[[ Data provided, beginning ]]

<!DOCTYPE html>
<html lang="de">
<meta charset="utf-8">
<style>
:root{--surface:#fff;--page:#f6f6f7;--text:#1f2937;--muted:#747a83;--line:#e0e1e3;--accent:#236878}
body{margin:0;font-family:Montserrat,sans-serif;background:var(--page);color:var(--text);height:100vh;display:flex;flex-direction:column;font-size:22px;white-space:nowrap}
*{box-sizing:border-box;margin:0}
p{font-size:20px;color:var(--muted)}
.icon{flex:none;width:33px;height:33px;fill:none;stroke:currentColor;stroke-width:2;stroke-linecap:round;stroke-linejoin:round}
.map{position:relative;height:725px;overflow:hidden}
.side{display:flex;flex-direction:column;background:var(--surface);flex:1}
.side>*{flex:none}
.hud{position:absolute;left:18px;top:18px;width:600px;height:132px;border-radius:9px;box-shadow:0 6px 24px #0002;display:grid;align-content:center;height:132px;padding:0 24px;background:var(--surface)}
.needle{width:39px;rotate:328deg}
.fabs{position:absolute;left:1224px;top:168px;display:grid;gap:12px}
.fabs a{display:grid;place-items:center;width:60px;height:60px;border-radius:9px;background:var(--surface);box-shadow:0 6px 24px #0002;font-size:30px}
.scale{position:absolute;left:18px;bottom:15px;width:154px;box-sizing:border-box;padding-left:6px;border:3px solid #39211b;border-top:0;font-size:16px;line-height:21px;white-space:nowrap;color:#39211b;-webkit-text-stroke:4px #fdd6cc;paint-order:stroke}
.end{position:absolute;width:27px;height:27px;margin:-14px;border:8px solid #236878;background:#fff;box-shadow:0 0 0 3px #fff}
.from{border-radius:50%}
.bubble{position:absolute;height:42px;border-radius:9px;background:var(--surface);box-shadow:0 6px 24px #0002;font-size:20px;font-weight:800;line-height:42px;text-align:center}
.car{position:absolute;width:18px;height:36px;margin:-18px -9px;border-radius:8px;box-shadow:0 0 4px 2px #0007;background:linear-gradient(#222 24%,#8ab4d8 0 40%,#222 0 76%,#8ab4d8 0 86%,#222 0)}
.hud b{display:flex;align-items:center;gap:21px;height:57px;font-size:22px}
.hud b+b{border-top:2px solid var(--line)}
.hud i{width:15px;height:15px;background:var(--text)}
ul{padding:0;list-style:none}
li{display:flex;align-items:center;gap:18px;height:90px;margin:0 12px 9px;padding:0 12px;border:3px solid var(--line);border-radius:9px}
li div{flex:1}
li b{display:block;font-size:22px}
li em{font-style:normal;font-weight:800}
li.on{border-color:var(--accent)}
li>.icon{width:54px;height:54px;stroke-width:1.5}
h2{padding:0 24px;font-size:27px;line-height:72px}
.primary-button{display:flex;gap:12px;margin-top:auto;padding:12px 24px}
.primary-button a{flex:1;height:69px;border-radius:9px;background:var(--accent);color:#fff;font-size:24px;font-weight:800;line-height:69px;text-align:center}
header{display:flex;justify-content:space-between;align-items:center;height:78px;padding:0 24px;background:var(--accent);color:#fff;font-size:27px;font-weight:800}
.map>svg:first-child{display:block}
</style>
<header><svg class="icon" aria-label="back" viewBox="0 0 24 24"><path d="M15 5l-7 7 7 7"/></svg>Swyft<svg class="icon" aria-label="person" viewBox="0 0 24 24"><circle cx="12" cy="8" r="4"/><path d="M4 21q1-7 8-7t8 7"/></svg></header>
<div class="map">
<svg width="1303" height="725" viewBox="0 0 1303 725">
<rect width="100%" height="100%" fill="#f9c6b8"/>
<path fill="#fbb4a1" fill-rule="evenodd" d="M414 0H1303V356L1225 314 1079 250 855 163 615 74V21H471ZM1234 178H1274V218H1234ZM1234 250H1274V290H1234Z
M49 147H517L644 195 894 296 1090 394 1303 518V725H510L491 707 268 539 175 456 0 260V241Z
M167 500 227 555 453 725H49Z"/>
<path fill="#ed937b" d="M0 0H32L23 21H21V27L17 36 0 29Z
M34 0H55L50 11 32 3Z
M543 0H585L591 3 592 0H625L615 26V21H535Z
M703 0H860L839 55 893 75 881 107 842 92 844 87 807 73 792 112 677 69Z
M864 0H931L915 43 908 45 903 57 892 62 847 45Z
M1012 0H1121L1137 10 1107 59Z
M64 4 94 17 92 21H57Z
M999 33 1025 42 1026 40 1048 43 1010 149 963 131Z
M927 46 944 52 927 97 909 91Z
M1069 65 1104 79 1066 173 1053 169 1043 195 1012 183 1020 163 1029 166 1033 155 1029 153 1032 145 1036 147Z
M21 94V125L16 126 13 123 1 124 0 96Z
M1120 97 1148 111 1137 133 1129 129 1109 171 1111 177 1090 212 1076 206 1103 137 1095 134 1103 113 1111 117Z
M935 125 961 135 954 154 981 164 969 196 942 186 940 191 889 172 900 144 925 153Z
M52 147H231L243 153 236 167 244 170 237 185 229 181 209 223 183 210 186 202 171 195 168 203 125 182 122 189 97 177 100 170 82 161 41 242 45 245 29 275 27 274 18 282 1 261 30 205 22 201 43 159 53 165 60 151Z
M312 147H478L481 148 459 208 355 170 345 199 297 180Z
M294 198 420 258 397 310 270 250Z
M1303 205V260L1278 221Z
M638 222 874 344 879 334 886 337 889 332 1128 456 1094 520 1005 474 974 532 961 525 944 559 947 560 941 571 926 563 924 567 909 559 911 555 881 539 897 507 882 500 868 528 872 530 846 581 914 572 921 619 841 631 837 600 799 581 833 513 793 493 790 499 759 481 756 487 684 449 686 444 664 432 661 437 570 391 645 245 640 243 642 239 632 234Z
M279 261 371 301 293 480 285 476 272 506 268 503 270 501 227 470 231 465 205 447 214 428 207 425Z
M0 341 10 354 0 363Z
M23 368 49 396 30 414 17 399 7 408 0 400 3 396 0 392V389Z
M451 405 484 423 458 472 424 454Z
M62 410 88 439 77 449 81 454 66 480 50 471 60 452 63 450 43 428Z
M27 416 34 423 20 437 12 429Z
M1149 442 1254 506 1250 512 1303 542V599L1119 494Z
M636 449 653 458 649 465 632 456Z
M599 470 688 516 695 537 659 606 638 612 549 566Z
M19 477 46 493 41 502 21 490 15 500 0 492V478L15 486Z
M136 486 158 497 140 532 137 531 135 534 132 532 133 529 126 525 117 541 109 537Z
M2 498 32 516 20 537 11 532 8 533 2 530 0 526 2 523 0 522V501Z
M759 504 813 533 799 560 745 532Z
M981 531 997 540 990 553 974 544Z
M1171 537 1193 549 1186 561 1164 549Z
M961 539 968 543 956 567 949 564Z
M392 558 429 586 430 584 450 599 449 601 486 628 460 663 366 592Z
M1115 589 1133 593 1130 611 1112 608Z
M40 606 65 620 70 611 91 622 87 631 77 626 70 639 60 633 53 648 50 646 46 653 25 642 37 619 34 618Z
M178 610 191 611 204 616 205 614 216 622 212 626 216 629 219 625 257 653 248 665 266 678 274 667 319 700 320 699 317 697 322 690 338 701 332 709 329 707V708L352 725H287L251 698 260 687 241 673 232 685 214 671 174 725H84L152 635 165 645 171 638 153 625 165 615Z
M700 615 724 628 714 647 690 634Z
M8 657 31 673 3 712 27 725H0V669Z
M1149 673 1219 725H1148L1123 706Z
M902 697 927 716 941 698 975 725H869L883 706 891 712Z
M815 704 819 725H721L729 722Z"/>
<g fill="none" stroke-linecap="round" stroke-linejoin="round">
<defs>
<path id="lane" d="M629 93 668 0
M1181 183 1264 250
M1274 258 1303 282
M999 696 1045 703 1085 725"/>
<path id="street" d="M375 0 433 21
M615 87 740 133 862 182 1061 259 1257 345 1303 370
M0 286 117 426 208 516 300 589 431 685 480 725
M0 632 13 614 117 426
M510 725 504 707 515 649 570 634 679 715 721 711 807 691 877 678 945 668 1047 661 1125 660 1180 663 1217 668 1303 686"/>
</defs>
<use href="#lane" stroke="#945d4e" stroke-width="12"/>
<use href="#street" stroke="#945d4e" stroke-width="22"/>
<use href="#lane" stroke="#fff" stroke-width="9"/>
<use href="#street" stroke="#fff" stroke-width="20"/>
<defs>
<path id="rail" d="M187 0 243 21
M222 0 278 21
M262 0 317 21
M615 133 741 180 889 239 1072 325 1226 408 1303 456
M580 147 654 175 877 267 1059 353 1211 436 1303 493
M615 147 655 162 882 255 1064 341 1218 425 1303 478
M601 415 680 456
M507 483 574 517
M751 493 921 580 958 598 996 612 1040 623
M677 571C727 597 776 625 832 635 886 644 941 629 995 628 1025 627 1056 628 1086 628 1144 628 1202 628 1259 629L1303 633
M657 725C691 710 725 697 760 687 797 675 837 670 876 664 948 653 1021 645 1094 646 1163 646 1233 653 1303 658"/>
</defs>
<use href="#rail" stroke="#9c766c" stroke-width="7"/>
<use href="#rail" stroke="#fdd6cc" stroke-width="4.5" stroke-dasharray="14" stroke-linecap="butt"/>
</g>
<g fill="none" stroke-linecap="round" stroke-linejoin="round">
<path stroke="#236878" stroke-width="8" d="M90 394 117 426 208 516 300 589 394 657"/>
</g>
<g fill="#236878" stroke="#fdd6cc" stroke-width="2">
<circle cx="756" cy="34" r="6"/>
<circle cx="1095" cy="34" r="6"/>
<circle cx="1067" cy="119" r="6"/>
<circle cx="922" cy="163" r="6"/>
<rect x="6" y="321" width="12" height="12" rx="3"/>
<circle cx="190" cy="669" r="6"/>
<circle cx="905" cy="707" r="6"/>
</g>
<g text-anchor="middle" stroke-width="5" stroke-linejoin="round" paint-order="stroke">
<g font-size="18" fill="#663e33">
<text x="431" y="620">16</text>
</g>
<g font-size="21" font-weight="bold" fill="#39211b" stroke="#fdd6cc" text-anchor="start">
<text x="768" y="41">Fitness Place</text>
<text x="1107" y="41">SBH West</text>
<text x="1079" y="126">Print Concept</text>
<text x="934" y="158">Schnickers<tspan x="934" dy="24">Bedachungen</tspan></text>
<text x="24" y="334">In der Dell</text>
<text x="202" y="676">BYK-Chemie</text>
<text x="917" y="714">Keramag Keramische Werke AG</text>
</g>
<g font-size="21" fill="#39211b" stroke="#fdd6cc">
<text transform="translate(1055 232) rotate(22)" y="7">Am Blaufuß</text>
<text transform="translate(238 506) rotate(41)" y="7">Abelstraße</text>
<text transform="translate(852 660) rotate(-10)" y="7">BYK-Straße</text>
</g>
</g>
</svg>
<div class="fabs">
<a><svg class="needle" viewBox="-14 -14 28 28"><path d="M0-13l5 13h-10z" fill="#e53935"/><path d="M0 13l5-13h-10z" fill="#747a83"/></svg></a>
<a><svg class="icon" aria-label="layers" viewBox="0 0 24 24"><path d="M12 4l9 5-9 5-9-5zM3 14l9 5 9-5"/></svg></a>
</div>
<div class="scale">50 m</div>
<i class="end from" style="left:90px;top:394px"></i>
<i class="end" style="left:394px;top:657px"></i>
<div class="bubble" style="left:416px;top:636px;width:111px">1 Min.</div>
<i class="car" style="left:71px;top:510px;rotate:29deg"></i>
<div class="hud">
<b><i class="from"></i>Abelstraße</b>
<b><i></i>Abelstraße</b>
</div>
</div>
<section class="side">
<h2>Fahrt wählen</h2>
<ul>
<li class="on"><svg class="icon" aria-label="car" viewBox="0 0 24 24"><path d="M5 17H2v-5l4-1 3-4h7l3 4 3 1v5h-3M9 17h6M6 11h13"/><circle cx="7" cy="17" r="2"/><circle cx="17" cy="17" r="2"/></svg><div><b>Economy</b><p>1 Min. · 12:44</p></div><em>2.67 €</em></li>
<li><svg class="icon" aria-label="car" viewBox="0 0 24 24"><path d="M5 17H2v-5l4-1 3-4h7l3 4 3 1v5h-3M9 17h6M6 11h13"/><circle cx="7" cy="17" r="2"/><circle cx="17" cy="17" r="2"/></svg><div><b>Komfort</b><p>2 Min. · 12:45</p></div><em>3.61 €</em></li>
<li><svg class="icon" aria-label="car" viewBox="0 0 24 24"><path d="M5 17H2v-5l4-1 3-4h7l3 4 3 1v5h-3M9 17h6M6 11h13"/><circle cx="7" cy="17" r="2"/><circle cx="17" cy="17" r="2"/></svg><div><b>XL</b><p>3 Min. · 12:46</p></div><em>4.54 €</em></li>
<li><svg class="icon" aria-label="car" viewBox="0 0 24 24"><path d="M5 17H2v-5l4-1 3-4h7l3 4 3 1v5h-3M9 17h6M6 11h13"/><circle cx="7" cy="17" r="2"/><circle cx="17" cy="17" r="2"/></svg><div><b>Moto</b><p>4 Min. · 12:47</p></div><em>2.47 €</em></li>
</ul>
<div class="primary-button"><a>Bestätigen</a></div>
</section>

[[ Data provided, end ]]
[[ Data provided, beginning ]]

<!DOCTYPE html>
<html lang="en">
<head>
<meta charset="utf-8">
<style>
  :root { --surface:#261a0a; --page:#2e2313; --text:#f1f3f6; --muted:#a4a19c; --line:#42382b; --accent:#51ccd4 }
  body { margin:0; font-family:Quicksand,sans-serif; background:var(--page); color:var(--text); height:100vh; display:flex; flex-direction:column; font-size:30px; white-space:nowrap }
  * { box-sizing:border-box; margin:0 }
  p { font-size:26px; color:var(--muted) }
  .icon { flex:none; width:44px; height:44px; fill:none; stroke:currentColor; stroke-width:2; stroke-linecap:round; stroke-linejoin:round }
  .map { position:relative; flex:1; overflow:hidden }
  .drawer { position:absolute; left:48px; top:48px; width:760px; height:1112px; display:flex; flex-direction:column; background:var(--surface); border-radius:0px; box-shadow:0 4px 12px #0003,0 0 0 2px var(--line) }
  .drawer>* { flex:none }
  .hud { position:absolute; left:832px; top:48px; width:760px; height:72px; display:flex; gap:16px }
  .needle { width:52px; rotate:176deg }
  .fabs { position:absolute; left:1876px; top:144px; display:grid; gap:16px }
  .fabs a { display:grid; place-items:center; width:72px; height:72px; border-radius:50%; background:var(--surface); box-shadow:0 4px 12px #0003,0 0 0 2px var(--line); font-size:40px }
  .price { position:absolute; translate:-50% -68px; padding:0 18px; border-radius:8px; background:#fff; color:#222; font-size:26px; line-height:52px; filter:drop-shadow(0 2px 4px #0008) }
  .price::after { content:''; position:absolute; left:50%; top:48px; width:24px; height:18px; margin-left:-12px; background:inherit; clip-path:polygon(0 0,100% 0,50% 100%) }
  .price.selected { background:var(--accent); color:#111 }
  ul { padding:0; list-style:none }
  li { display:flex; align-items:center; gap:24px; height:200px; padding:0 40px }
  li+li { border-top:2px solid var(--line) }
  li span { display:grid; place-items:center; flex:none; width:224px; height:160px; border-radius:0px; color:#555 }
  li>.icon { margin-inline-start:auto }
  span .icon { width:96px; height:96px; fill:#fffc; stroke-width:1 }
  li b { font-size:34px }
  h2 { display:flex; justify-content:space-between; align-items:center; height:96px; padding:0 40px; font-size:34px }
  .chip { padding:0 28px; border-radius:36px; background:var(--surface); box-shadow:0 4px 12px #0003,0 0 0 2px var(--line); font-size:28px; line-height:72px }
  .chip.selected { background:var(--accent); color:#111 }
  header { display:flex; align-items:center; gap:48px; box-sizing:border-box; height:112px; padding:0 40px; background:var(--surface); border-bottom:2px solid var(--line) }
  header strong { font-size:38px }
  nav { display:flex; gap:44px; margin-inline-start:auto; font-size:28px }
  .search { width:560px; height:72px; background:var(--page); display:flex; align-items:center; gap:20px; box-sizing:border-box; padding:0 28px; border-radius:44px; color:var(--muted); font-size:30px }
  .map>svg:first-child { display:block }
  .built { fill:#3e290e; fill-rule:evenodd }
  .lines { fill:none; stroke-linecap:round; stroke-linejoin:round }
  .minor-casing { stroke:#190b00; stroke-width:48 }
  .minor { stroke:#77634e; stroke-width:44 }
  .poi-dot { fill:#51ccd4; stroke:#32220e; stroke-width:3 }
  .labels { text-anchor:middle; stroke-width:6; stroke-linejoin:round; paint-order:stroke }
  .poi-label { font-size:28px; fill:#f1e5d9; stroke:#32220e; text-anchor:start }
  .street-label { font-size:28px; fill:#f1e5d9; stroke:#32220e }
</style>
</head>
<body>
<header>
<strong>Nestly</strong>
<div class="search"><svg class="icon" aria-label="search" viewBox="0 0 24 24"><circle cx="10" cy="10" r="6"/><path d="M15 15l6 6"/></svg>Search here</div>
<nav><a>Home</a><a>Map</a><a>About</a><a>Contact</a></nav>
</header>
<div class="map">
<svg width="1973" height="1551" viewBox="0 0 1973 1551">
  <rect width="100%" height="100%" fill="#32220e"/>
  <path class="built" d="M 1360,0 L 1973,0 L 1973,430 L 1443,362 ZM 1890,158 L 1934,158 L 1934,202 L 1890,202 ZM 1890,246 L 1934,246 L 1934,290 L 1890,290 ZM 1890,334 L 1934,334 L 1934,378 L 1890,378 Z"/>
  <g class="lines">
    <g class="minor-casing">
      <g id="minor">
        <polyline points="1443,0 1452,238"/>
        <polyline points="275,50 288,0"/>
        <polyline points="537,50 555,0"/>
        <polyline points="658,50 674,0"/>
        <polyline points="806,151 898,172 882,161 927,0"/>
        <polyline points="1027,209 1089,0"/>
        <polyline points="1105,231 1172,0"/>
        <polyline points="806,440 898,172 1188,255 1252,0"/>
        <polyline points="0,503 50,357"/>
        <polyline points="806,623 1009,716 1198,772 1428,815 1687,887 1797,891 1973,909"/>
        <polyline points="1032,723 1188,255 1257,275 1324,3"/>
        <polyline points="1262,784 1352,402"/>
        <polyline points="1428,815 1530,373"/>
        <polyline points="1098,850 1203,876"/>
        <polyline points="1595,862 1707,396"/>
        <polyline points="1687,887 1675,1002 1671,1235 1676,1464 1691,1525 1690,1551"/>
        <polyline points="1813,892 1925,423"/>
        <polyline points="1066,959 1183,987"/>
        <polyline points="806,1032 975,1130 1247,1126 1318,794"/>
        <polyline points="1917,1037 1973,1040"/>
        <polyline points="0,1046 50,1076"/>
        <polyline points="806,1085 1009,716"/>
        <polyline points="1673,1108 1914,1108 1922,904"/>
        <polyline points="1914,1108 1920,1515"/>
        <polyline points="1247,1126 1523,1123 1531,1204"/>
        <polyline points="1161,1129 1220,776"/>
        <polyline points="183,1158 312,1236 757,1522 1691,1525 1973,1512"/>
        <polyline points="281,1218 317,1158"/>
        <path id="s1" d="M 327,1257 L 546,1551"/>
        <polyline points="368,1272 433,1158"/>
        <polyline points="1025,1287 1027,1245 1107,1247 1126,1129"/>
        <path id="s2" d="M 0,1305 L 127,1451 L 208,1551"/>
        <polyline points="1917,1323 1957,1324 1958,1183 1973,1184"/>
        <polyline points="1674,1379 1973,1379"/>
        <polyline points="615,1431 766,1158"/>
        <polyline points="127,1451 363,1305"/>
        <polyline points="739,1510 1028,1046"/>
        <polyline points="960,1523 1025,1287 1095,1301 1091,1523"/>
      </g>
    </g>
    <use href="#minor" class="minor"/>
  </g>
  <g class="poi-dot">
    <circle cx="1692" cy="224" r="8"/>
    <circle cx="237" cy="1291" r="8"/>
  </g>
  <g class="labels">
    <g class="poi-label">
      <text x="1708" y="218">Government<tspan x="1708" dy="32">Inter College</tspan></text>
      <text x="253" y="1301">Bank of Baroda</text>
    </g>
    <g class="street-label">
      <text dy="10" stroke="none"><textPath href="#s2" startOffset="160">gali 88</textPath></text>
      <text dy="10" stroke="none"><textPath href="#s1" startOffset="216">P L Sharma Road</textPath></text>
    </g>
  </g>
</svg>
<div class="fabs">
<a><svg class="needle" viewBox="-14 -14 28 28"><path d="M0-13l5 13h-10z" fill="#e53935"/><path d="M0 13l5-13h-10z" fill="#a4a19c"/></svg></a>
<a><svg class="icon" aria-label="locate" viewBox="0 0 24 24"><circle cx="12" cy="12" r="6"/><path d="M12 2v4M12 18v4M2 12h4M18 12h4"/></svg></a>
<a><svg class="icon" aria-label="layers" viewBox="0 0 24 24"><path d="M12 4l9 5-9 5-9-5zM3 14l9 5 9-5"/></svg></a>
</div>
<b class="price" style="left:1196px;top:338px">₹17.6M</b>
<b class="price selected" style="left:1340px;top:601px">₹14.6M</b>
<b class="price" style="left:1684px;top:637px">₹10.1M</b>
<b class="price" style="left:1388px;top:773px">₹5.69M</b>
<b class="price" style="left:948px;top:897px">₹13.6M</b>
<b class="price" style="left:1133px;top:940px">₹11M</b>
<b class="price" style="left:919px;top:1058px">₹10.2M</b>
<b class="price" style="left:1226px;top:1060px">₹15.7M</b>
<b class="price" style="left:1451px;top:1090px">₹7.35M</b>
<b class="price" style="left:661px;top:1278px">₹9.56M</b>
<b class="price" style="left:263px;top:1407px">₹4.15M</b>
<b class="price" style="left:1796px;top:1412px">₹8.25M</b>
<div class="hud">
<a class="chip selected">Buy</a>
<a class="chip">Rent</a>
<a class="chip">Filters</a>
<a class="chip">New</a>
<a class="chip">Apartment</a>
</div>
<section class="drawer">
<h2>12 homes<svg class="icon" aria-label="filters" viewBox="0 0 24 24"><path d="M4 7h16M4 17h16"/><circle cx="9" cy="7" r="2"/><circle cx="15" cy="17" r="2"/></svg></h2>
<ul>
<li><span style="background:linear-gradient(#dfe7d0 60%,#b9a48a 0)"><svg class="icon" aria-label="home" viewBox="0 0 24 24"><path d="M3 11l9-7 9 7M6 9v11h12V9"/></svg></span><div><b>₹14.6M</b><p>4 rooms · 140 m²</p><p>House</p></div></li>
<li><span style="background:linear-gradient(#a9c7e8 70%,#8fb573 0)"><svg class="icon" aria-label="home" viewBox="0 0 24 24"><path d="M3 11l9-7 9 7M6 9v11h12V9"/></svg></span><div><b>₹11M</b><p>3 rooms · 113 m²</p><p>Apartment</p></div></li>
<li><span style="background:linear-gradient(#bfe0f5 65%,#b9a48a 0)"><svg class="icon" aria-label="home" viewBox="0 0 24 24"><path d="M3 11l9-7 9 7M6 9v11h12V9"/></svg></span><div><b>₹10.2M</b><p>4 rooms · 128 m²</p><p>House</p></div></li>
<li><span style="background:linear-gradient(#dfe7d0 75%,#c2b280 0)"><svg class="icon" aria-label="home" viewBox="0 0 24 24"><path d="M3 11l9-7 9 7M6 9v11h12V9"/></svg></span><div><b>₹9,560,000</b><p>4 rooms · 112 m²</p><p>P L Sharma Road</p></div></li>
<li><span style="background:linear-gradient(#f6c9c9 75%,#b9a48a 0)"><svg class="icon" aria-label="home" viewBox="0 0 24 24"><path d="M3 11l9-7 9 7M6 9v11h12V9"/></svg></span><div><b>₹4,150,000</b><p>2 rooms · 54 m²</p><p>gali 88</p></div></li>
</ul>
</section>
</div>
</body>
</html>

[[ Data provided, end ]]

Task instructions =>
Each line in the material with "lines" in it must be reported.

Exercise answer =>
  .lines { fill:none; stroke-linecap:round; stroke-linejoin:round }
  <g class="lines">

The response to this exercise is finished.